One of the most cherished experiences of life is true friendship and especially enjoying the trust and company of those who love us and whom we love. To share life with another can be a wonderful gift, but equally to be separated from those we love, to be isolated from family and friends, to be able to see on-line but not touch, or smell, or hug, leaves us with an emptiness and sense of loss. All this we carry when we are locked down and restricted because of this pandemic. It is a consolation to know that in God we are never alone, that we are surrounded by a great cloud of witnesses and have the promise given to us by Jesus that we will not be left abandoned for the Holy Spirit will be with us drawing us into the presence of Jesus. However, we still long for and need that physical contact with those we love.
A couple of times this week we have been carers for two of our grandchildren, picking them up from day-care, feeding them and putting them to bed. It’s support we want to give and it is also a privilege and a joy for us. Driving back home late at night was almost surreal because the traffic was so light that the roads were almost empty. Most people seemed to be being careful to abide by the rules in order to keep this virus under control, and that’s encouraging, for we all look forward to the day when restriction will ease. There is both a sense that together we can do this, we can put up with the restriction, hard as that is, and at the same time a longing for greater freedom. It reminds me of stories of the Blitz in London during the Second World War, where we hear that people shouldered that burden together and then looked back on that time with some sense of nostalgia, partly I believe, because it gave people a strong sense of solidarity and community.

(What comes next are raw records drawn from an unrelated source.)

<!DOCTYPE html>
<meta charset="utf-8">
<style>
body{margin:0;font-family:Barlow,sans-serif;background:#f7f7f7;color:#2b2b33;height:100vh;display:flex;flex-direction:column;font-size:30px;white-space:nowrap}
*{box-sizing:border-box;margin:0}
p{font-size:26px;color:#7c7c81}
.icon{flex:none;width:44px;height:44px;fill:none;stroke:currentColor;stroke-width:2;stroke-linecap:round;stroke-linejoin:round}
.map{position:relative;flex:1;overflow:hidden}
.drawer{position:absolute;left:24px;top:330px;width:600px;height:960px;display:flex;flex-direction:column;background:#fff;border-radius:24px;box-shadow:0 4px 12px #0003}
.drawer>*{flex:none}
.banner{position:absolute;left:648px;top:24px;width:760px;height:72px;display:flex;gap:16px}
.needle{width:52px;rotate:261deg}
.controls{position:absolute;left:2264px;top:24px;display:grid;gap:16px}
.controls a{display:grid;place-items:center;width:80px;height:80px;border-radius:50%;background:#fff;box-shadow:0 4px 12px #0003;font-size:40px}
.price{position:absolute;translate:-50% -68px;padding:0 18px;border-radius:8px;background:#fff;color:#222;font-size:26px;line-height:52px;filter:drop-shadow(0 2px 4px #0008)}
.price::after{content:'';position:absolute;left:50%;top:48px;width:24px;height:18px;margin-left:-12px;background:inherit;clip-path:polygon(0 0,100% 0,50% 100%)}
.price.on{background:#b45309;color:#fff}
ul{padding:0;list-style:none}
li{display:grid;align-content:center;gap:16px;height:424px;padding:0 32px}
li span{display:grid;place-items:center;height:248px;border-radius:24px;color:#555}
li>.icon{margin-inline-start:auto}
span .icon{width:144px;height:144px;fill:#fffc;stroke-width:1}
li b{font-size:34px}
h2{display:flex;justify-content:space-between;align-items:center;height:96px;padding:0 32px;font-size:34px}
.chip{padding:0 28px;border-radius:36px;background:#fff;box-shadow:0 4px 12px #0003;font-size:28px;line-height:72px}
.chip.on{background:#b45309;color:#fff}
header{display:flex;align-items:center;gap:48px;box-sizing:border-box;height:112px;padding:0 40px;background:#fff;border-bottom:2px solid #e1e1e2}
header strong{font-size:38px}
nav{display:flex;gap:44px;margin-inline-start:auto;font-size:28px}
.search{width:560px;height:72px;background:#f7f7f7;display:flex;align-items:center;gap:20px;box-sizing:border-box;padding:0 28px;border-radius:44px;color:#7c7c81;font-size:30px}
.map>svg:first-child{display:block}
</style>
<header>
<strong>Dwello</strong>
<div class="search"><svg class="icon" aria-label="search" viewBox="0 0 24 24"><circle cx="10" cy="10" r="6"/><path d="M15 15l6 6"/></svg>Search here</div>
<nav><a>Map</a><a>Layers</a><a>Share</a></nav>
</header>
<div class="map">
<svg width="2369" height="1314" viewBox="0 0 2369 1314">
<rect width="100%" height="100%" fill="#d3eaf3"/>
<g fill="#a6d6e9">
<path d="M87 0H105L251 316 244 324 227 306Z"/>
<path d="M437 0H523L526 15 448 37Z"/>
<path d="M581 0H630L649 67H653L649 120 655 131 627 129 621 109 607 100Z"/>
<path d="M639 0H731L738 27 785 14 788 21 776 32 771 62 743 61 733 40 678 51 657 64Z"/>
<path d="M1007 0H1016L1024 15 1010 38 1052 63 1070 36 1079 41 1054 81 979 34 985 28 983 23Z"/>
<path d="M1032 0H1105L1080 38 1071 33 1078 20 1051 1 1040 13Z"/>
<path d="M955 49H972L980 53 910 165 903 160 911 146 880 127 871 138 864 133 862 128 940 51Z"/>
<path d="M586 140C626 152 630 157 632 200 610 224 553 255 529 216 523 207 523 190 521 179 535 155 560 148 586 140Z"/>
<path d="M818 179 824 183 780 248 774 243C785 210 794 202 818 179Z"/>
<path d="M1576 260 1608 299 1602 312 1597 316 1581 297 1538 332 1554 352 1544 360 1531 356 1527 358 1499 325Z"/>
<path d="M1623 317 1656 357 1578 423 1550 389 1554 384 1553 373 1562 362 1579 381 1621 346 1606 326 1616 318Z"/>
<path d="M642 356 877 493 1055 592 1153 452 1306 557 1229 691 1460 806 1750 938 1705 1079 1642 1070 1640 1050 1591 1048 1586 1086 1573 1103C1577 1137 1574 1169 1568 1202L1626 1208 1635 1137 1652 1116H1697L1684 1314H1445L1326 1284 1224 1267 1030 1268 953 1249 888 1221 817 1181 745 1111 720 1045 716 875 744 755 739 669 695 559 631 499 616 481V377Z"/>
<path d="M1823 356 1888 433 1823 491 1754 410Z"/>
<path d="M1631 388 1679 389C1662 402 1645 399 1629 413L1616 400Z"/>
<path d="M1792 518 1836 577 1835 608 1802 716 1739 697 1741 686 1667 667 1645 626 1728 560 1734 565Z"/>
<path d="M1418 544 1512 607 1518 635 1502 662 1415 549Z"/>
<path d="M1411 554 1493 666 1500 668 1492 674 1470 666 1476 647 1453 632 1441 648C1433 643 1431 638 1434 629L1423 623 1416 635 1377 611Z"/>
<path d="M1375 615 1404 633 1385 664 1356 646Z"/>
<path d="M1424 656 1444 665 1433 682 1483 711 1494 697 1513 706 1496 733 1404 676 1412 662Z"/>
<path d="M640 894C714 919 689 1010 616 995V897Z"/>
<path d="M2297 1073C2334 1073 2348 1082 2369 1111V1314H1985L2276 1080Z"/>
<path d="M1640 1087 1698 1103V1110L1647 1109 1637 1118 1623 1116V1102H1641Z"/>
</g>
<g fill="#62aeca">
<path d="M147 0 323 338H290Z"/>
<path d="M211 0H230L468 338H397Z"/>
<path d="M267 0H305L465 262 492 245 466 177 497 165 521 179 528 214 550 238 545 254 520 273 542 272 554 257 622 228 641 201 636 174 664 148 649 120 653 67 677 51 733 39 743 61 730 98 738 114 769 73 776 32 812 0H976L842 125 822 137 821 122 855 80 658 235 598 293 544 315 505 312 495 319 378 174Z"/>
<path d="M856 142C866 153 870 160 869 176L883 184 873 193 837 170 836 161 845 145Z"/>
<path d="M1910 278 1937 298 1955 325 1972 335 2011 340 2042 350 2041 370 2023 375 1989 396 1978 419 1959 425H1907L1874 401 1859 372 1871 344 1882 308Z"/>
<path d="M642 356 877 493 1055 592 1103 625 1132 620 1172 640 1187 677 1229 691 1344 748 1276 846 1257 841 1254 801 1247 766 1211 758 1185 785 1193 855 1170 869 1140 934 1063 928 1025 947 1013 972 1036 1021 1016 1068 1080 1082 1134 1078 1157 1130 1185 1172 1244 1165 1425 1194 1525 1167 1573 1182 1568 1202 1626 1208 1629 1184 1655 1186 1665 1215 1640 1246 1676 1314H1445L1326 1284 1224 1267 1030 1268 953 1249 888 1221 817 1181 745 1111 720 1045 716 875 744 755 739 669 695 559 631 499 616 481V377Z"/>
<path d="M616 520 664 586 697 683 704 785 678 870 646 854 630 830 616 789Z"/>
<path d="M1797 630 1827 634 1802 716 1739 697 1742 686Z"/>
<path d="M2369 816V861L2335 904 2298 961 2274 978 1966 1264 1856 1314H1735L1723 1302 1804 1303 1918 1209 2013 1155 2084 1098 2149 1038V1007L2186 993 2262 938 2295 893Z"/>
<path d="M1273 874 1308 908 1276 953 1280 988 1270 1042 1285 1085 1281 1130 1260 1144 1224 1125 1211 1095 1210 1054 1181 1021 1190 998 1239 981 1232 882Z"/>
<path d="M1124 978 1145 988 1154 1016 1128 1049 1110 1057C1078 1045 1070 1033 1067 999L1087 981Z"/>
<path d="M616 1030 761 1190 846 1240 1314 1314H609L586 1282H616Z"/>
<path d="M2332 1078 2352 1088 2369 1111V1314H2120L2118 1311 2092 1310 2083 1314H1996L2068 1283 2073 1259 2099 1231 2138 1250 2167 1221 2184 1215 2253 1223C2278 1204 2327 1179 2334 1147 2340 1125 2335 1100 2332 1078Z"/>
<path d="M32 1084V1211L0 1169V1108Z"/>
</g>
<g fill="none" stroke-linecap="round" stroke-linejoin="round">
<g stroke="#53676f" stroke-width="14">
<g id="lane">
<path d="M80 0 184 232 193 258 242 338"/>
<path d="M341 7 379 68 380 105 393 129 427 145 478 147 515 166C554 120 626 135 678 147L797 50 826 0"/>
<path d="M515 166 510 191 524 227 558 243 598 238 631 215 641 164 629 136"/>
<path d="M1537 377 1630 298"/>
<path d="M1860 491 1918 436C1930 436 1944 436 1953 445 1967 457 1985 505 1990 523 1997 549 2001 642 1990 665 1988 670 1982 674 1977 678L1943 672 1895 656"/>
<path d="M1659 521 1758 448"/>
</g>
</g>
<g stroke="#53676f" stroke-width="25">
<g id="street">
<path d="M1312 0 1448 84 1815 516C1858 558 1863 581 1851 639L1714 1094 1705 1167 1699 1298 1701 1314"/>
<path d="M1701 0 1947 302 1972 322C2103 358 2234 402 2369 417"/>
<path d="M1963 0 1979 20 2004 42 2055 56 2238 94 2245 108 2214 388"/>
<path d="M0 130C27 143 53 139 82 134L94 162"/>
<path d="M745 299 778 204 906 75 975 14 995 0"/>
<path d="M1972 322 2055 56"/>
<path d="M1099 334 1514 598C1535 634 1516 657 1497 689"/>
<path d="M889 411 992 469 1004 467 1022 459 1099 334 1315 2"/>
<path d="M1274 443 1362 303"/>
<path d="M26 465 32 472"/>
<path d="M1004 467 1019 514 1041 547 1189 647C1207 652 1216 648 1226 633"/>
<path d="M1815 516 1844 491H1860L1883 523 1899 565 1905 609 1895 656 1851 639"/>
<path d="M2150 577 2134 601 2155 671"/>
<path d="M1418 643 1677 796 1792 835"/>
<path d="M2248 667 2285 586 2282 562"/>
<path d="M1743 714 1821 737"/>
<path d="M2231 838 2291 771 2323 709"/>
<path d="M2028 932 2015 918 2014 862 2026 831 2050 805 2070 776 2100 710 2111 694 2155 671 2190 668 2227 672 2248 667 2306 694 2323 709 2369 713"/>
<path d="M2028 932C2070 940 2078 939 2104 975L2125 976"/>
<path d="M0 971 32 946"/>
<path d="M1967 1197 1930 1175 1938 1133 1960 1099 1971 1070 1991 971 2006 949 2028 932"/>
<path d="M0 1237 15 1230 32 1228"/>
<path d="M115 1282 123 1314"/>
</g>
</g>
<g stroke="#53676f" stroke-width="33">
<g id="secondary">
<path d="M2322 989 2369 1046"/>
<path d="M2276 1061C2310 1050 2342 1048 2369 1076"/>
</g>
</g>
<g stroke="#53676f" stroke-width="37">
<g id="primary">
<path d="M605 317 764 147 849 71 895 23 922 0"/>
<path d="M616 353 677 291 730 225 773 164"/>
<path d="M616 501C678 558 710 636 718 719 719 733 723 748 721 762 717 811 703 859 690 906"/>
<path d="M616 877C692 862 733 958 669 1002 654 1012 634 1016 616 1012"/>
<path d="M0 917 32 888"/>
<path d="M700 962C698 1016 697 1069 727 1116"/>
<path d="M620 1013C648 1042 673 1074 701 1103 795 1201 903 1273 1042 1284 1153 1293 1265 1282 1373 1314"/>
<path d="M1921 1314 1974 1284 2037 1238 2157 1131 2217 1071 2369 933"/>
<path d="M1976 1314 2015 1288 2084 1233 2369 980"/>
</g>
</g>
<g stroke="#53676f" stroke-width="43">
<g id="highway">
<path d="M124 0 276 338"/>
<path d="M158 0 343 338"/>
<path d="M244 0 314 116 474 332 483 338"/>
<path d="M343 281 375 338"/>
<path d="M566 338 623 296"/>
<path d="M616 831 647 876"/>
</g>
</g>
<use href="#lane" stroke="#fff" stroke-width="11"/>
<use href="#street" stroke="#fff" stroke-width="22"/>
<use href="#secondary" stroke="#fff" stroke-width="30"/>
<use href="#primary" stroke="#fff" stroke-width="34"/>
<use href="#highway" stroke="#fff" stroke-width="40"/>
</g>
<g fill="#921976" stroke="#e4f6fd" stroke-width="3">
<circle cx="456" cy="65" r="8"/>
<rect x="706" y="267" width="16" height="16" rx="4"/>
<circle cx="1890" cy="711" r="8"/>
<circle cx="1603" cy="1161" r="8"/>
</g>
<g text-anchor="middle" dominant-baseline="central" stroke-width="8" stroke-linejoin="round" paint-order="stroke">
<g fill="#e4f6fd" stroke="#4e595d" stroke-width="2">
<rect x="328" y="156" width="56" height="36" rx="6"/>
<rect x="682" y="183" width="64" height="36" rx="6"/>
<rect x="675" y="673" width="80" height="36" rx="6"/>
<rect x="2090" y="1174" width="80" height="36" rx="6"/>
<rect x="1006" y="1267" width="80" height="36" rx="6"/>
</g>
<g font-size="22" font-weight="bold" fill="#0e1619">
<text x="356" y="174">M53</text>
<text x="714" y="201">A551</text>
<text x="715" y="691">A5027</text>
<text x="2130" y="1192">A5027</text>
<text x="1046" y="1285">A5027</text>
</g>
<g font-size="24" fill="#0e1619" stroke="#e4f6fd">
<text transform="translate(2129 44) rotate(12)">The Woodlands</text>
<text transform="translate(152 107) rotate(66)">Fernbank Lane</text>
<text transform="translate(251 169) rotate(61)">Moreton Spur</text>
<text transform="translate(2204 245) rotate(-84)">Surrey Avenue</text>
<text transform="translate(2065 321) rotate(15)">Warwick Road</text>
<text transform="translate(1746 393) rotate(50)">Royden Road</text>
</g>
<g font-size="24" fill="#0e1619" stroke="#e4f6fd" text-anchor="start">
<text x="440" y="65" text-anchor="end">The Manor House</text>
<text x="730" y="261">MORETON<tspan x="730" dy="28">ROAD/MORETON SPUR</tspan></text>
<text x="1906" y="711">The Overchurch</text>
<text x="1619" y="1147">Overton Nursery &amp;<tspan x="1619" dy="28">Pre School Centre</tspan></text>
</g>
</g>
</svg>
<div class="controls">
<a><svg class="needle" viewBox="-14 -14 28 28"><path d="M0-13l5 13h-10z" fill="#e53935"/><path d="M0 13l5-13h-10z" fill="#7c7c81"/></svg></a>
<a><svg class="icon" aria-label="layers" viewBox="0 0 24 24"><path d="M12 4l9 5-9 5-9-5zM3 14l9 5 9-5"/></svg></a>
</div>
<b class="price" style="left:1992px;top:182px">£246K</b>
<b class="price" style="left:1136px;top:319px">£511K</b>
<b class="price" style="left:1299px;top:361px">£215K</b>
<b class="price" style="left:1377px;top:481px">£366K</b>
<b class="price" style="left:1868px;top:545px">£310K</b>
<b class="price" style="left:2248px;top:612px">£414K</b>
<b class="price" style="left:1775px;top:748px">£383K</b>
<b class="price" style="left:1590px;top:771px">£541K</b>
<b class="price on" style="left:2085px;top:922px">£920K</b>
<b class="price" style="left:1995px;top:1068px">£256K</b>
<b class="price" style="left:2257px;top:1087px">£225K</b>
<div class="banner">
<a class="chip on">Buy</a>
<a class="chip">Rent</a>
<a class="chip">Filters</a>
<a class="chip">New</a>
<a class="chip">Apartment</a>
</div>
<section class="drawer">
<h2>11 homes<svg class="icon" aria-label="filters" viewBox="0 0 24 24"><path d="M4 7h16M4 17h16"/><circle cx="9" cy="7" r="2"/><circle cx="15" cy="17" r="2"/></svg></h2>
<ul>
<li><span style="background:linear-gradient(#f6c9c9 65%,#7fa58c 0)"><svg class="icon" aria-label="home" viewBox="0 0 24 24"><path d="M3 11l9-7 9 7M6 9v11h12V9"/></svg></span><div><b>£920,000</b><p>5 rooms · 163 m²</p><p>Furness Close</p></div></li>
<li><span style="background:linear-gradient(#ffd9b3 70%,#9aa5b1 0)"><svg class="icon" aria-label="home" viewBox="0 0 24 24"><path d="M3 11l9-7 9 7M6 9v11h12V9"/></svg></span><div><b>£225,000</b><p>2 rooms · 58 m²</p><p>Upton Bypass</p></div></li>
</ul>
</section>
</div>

One of the great gifts the church gives us is the gift of community and a sense of belonging to something bigger, something vital, life-giving and full of meaning. Even more it’s about connection with the being and person of God; the source of life and love who has the power to transform us. Living in community helps that transformation as we learn to respect and care for one another, learn to forgive as we have been forgiven, learn to trust ourselves to others as confidences are kept, learn to see the good in others and enable that to grow. I imagine that all this was happening in the group of disciples that Jesus gathered around him. They were a very mixed group, just as every congregation is mixed, and they certainly had their squabbles and jealousies, but they also shared a common bond with Jesus – that’s what bound them together, just as it does for us. Even at the point of their greatest stress when Jesus was strung up on a cross and their hopes and longing were suddenly shattered they remained together bonded by the love they received and gave to Jesus.

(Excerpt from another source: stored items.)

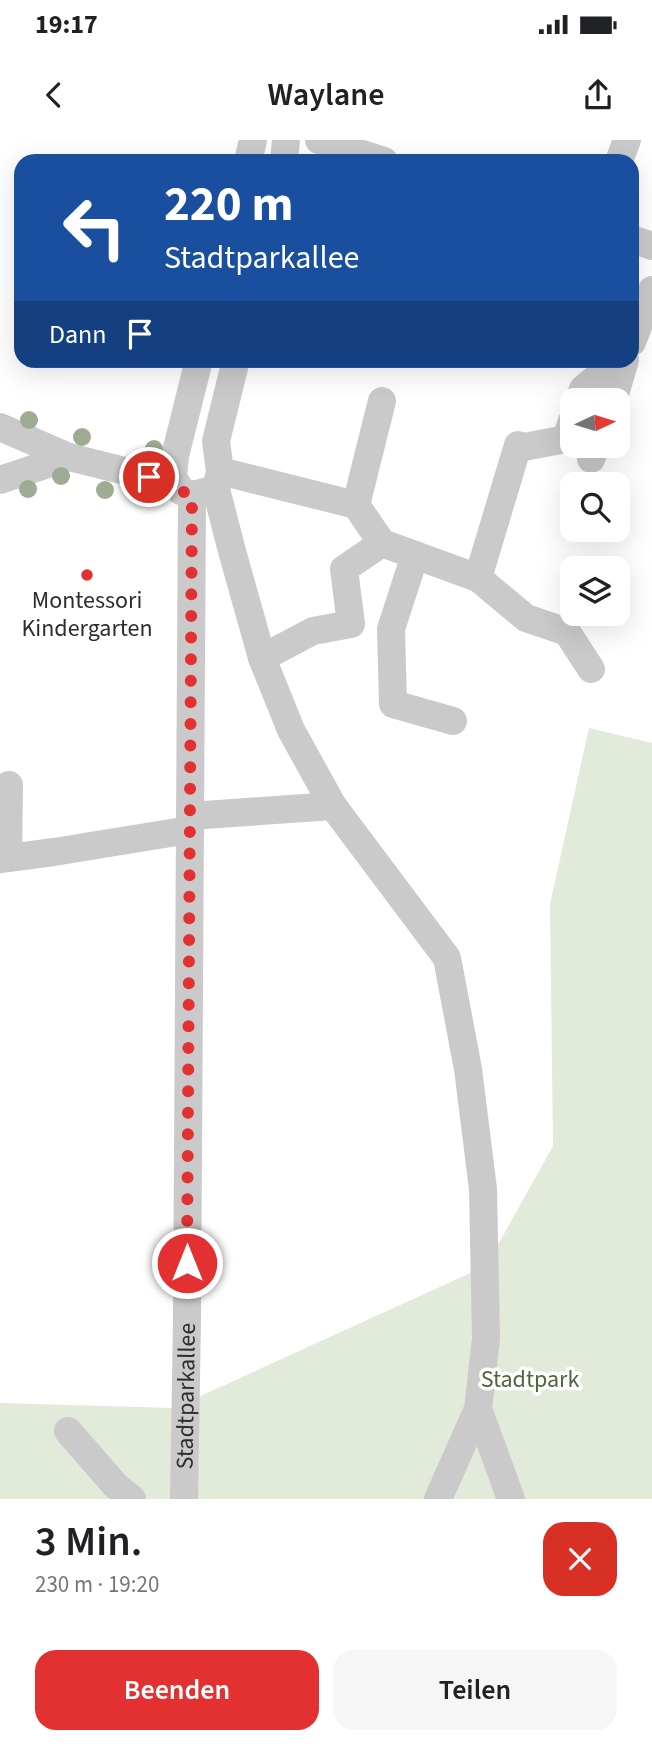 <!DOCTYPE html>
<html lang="de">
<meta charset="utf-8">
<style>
body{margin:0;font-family:"Source Sans 3",sans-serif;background:#f6f6f6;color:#202124;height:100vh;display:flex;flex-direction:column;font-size:26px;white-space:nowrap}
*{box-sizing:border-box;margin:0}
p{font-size:23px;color:#757577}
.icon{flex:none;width:38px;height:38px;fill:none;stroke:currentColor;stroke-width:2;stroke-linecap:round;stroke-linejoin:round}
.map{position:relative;height:1359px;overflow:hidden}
.drawer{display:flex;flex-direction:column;background:#fff;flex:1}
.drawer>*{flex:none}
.hud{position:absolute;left:14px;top:14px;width:625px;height:214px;border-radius:21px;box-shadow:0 7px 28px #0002;background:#1a4fa0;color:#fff;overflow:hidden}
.needle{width:46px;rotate:86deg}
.controls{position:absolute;left:560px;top:248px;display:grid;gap:14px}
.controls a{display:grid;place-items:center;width:70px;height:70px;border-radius:14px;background:#fff;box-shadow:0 7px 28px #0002;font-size:35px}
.pin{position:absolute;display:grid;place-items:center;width:60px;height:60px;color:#fff;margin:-30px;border:4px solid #fff;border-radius:50%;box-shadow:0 2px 7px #0007}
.me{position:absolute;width:77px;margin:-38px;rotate:0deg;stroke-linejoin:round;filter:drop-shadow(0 0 5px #0008)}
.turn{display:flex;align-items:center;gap:24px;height:147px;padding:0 35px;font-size:32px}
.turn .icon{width:91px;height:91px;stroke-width:2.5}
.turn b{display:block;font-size:49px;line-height:60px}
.then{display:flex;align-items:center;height:66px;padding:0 35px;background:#0003;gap:14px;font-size:26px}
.round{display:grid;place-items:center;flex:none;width:74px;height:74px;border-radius:21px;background:#f6f6f6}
.headline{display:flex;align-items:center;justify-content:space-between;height:119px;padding:0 35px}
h1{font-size:42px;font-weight:600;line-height:52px}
.cta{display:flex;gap:14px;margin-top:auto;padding:14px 35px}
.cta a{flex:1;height:80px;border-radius:21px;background:#e33031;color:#fff;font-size:28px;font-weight:600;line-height:80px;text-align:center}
.cta a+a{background:#f6f6f6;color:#202124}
.status{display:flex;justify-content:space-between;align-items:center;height:49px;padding:0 35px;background:#fff;direction:ltr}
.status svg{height:19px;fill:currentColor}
header{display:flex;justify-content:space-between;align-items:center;height:91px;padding:0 35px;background:#fff;font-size:32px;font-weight:600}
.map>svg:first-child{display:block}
</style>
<div class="status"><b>19:17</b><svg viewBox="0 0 49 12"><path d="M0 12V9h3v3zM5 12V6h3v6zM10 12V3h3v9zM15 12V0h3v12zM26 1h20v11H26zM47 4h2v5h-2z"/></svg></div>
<header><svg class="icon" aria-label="back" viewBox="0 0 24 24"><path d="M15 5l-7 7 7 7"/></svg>Waylane<svg class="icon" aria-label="share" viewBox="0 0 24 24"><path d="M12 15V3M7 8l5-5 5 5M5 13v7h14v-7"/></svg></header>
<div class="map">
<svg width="652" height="1359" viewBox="0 0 652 1359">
<rect width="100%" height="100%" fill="#fff"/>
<!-- green -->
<path fill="#e2eada" d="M 589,588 L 652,603 L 652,1359 L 0,1359 L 0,1263 L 174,1268 L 477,1130 L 485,1128 L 553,1006 L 550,764 Z"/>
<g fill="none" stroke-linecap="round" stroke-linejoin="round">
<!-- minor -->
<g stroke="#cacaca" stroke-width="28">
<path d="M 319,0 L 384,21"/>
<path d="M 248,21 L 253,0"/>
<path d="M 284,21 L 286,0"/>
<path d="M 619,21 L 627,0"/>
<path d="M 632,99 L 652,106"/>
<path d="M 632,202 L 652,150"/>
<path d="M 199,220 L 175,316 L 173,337 L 181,351 L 192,355 L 216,349 L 220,331 L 216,301 L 236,220"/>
<path d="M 382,261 L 356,365 L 382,403 L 478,438"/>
<path d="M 579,261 L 583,249 L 618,220"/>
<path d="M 613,261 L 625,220"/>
<path d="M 572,281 L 566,299 L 524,307 L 518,305 L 478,438 L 526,478 L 567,492 L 591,529"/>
<path d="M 0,287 L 69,317 L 149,337 L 173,337"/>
<path d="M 591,319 L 596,306"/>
<path d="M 220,331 L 356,365"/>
<path d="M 0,340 L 69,317"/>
<path d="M 216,349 L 232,411 L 262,518 L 291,590 L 333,666 L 447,818 L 468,929 L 483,1049 L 486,1198 L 478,1269 L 438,1359"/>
<path d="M 415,415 L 391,489 L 393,564 L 453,581"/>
<path d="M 262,518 L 313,491 L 351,484 L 344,429 L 382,403"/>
<path d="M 190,676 L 333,666"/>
<path d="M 8,718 L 9,645"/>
<path d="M 0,719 L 54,712 L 189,690"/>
<path d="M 478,1269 L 511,1359"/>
<path d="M 68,1291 L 115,1345 L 132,1359"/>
<path id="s1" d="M 184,1359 L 187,1180 L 192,355"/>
</g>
</g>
<!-- trees -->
<g fill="#9dac93">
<circle cx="29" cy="280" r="9"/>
<circle cx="82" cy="297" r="9"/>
<circle cx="154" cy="309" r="9"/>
<circle cx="61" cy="336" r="9"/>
<circle cx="28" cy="349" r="9"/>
<circle cx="105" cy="350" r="9"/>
</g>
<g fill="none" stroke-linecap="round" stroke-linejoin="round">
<!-- route -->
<path stroke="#e33031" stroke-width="12" stroke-dasharray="0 21.6" d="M 149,337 L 173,337 L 181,351 L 192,355 L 187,1123"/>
</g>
<!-- markers -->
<circle fill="#e33031" stroke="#fff" stroke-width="2.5" cx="87" cy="435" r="7"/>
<g text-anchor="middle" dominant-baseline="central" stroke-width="7" stroke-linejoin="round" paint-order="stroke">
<!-- poi labels -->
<g font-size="24" fill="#2d2d2d" stroke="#fff">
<text x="87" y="460">Montessori<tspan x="87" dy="28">Kindergarten</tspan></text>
</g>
<!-- park labels -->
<g font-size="24" fill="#4d683b" stroke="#fff">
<text x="530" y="1239">Stadtpark</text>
</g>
<!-- street labels -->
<g font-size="24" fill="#2d2d2d" stroke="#fff">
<text stroke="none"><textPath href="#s1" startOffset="103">Stadtparkallee</textPath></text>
</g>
</g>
</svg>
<div class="controls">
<a><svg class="needle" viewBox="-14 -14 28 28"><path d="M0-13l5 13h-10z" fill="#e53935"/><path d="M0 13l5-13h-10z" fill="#757577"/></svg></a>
<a><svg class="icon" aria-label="search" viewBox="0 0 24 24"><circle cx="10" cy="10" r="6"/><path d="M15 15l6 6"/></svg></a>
<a><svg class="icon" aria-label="layers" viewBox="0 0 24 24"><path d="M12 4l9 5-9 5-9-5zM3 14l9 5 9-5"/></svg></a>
</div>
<div class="pin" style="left:149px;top:337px;background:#d93025"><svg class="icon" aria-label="arrive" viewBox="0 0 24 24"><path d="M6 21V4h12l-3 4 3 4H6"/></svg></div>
<svg class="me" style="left:187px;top:1123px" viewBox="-20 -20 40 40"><circle r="17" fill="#e33031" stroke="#fff" stroke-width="3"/><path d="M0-11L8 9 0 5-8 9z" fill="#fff"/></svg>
<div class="hud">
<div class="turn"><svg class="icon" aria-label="left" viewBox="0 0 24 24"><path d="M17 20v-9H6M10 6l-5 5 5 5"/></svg><div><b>220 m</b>Stadtparkallee</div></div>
<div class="then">Dann<svg class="icon" aria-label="arrive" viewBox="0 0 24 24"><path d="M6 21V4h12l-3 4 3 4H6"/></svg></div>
</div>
</div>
<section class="drawer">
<div class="headline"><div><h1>3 Min.</h1><p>230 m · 19:20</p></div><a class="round" style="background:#d93025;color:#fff"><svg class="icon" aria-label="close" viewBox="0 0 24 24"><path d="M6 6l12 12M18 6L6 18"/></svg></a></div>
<div class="cta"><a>Beenden</a><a>Teilen</a></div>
</section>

Speaking about the love of his wife in the course of a lecture, one of my theology professors in Scotland said, “There are times when I say and do things which I regret and am ashamed of.” (an admission to make), “..and what saves me again and again is the love of my wife; it’s constant and unconditional.” Her love and belief in him restored his sense of identity and drew forth an echoing response of love. That’s also what we are given in the church and I want to thank our pastoral team for the care they offer and for all those who check up on us, provide care packages, or ring and make contact. In our Gospel reading Jesus speaks about facing the suffering and death that awaited him, something the disciples were not too keen to hear. However, Jesus faced this directly and willingly. So he teaches us that the way of love does involve suffering and the way we respond to that has the potential to make us more human, more understanding, more loving.
It is the narrow way that leads to life.